Each record below must be written out exactly as given.

[Stored data]

========================================

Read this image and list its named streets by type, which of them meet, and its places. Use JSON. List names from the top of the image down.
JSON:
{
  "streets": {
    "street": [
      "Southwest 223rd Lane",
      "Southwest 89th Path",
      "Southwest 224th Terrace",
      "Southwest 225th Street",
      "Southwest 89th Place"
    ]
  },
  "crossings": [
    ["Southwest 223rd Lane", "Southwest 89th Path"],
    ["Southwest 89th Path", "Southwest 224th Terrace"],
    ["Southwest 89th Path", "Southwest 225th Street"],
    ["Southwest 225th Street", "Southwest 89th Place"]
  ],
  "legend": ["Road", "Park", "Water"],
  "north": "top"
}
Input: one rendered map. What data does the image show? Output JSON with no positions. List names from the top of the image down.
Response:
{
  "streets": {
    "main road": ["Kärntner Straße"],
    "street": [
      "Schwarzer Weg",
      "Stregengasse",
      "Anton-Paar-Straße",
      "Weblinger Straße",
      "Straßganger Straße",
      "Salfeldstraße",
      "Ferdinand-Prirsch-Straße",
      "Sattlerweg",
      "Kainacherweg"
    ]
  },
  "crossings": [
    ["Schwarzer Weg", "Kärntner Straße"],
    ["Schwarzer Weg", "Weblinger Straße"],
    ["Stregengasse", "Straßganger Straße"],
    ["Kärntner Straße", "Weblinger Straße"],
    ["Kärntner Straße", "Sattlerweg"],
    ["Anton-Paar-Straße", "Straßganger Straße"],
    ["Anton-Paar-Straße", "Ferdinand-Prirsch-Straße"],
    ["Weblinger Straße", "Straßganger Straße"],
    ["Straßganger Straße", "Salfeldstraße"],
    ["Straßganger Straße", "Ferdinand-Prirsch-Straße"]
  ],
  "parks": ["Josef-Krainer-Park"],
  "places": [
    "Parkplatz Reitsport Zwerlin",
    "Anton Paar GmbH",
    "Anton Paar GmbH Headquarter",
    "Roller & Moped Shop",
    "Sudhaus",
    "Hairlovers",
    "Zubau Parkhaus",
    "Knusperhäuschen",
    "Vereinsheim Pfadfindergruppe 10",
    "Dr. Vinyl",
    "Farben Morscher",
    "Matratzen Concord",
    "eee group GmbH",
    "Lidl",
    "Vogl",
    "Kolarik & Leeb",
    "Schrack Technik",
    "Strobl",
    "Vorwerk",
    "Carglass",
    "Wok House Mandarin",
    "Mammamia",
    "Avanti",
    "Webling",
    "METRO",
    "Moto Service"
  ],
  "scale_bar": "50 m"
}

========================================

Answer for the task
Read this image and list its named streets by type, which of them meet, and its places. Use JSON. List names from the top of the image down.
JSON:
{
  "streets": {
    "street": [
      "Southwest 223rd Lane",
      "Southwest 89th Path",
      "Southwest 224th Terrace",
      "Southwest 225th Street",
      "Southwest 89th Place"
    ]
  },
  "crossings": [
    ["Southwest 223rd Lane", "Southwest 89th Path"],
    ["Southwest 89th Path", "Southwest 224th Terrace"],
    ["Southwest 89th Path", "Southwest 225th Street"],
    ["Southwest 225th Street", "Southwest 89th Place"]
  ],
  "legend": ["Road", "Park", "Water"],
  "north": "top"
}
Input: one rendered map. What data does the image show? Output JSON with no positions. List names from the top of the image down.
Response:
{
  "streets": {
    "main road": ["Kärntner Straße"],
    "street": [
      "Schwarzer Weg",
      "Stregengasse",
      "Anton-Paar-Straße",
      "Weblinger Straße",
      "Straßganger Straße",
      "Salfeldstraße",
      "Ferdinand-Prirsch-Straße",
      "Sattlerweg",
      "Kainacherweg"
    ]
  },
  "crossings": [
    ["Schwarzer Weg", "Kärntner Straße"],
    ["Schwarzer Weg", "Weblinger Straße"],
    ["Stregengasse", "Straßganger Straße"],
    ["Kärntner Straße", "Weblinger Straße"],
    ["Kärntner Straße", "Sattlerweg"],
    ["Anton-Paar-Straße", "Straßganger Straße"],
    ["Anton-Paar-Straße", "Ferdinand-Prirsch-Straße"],
    ["Weblinger Straße", "Straßganger Straße"],
    ["Straßganger Straße", "Salfeldstraße"],
    ["Straßganger Straße", "Ferdinand-Prirsch-Straße"]
  ],
  "parks": ["Josef-Krainer-Park"],
  "places": [
    "Parkplatz Reitsport Zwerlin",
    "Anton Paar GmbH",
    "Anton Paar GmbH Headquarter",
    "Roller & Moped Shop",
    "Sudhaus",
    "Hairlovers",
    "Zubau Parkhaus",
    "Knusperhäuschen",
    "Vereinsheim Pfadfindergruppe 10",
    "Dr. Vinyl",
    "Farben Morscher",
    "Matratzen Concord",
    "eee group GmbH",
    "Lidl",
    "Vogl",
    "Kolarik & Leeb",
    "Schrack Technik",
    "Strobl",
    "Vorwerk",
    "Carglass",
    "Wok House Mandarin",
    "Mammamia",
    "Avanti",
    "Webling",
    "METRO",
    "Moto Service"
  ],
  "scale_bar": "50 m"
}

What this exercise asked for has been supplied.